Also having a set update time in second allows physics calculations with “real” numbers.

In this case I think it will be ok since it just runs multiple Updates in a frame until it catches up. If the computer is running too quickly, it will still wait the appropriate amount of time until the next update call.

If I’m understanding it correctly, the only difference is that after a slow down you’d see characters zipping about vs. catching up in one big step.

However, I do think there’s something to be said for physics being done in a fixed time step anyway so you don’t have to worry about unwinding complex collisions that could have happened in a 1s lag spike haha.

I would still do the deltatime calculation myself anyway, but if it’s always going to be 1/fixedFrameRate then I suppose it’s going to be the same.

I was always in the “*deltatime” camp and presumed this meant a fixed time step was unnecesary. In fact i still feel this is correct for 3d games.

But then i did that “neon shooter” xna tutorial and noticed the author did not take that approach and how it simplified all calculations (and there are an obscene amount of cpu particles) to the point that it was obviously going to add a great deal of strain to also add in the delta multiplication to everything. It made me question why i would be using delta time in a 2d game that must run at 60fps vsynced or be damned.

If you assume the machine its running on is capable of running it at 60fps, then all delta time should be constant anyway and you’re pretty much wasting cpu cycles for nothing.
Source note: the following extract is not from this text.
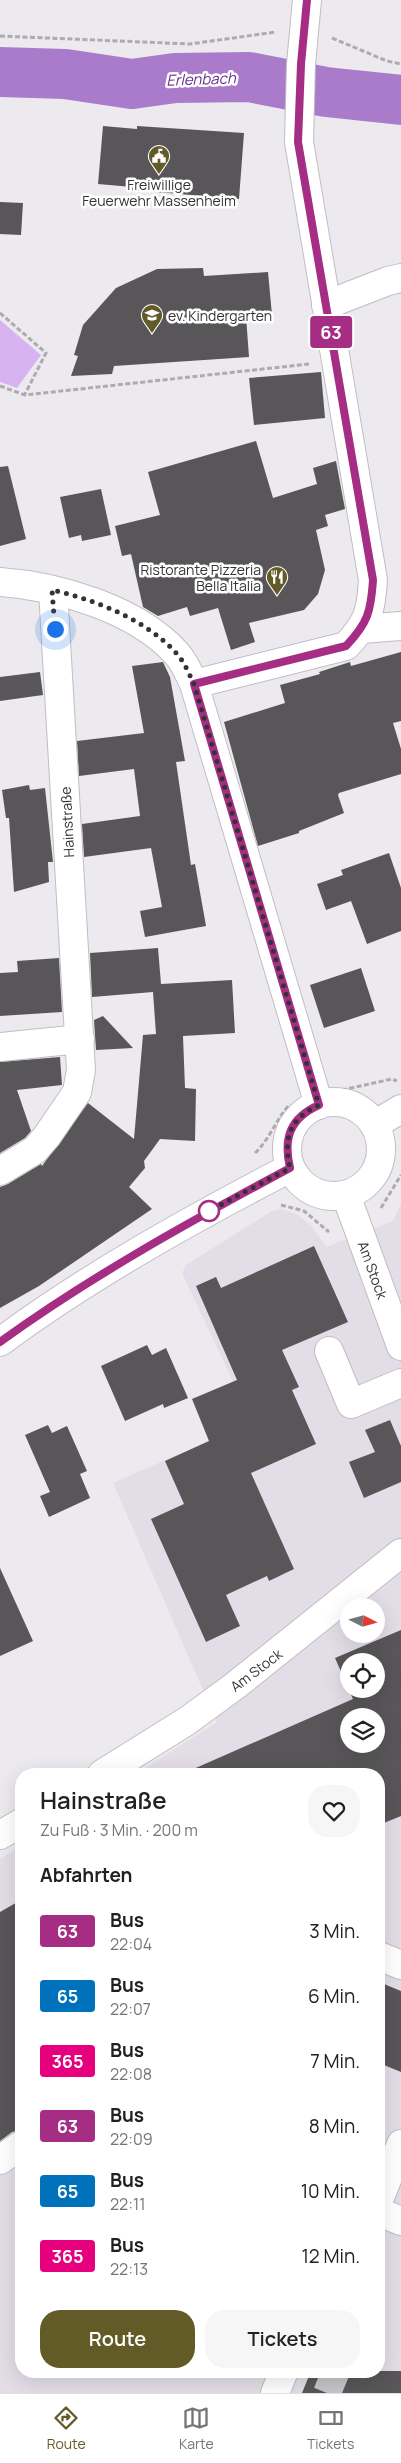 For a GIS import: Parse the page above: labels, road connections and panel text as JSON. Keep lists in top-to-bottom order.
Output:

I know this is not the way you’re supposed to do it and then along come 144hz monitors to spoil the fun but perhaps these odd outliers also at least support 60hz or Variable Refresh Rates?

For devices that cannot run your 2d game at 60, i would suggest giving options to simplify shaders/options so that they either can or just admit defeat, do as microsoft windows 11 does and insist they get a new computer.:joy:

There are things that have to run in fixed step (namely good, or rather most, of physic simulation)

Just think how cool it is to support high refresh rate monitors! And get one yourself to help explore delta time!